- [Dataset records]:
□ □ □ □
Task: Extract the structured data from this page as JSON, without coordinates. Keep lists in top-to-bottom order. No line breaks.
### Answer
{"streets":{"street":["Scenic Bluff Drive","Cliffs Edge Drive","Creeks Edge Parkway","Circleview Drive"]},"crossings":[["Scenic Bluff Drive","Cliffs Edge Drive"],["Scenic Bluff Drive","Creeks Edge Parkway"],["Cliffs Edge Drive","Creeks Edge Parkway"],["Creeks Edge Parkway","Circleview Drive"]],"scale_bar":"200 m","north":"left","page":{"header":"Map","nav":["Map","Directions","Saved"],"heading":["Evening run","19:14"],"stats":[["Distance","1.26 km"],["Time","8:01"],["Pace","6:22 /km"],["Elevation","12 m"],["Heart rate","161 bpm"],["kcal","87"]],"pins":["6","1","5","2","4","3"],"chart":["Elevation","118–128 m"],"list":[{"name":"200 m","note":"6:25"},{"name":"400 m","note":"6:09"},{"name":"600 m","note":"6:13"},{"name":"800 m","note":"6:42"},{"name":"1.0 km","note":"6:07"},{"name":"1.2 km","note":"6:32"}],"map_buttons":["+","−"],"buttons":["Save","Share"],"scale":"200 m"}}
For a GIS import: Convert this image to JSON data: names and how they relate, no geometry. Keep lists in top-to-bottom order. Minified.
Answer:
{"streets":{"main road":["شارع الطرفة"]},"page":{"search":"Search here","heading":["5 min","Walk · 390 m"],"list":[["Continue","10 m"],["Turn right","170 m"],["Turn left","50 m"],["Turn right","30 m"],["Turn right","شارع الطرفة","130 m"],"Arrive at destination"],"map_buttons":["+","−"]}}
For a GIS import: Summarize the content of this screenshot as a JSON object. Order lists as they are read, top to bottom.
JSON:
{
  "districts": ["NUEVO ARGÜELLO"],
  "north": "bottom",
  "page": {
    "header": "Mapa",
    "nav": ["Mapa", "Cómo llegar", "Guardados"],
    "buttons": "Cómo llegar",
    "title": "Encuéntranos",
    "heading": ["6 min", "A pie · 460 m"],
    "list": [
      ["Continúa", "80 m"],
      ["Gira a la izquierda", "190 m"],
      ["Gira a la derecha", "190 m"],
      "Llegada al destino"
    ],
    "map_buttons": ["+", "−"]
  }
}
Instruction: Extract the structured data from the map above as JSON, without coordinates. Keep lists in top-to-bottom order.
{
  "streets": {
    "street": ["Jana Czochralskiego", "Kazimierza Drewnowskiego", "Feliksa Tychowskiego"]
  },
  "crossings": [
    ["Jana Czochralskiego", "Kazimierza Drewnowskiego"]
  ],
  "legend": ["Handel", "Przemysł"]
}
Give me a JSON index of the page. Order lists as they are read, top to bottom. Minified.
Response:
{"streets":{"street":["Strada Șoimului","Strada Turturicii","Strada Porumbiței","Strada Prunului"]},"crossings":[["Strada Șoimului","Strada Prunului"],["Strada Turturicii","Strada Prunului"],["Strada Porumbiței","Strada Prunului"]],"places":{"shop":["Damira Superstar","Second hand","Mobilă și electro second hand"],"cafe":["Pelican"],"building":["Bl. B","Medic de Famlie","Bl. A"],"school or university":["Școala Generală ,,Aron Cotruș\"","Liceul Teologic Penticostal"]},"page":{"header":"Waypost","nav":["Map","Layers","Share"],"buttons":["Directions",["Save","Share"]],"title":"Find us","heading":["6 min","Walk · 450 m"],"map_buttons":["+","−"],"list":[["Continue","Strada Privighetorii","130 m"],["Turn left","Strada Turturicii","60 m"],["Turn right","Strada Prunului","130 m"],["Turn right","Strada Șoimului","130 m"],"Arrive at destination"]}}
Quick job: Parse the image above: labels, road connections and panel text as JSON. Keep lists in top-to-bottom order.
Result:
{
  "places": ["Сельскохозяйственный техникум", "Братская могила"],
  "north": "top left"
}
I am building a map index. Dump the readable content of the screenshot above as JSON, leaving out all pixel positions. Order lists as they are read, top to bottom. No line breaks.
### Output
□ □ □ □
- [EXERCISE GOAL]:
For this task, write out exactly the lines of the entries above, starting at the line with "For a GIS import: Convert" and ending at the line with "For a GIS import: Summarize", both included, and no others.

- [ANSWER FOR THE TASK]:
For a GIS import: Convert this image to JSON data: names and how they relate, no geometry. Keep lists in top-to-bottom order. Minified.
Answer:
{"streets":{"main road":["شارع الطرفة"]},"page":{"search":"Search here","heading":["5 min","Walk · 390 m"],"list":[["Continue","10 m"],["Turn right","170 m"],["Turn left","50 m"],["Turn right","30 m"],["Turn right","شارع الطرفة","130 m"],"Arrive at destination"],"map_buttons":["+","−"]}}
For a GIS import: Summarize the content of this screenshot as a JSON object. Order lists as they are read, top to bottom.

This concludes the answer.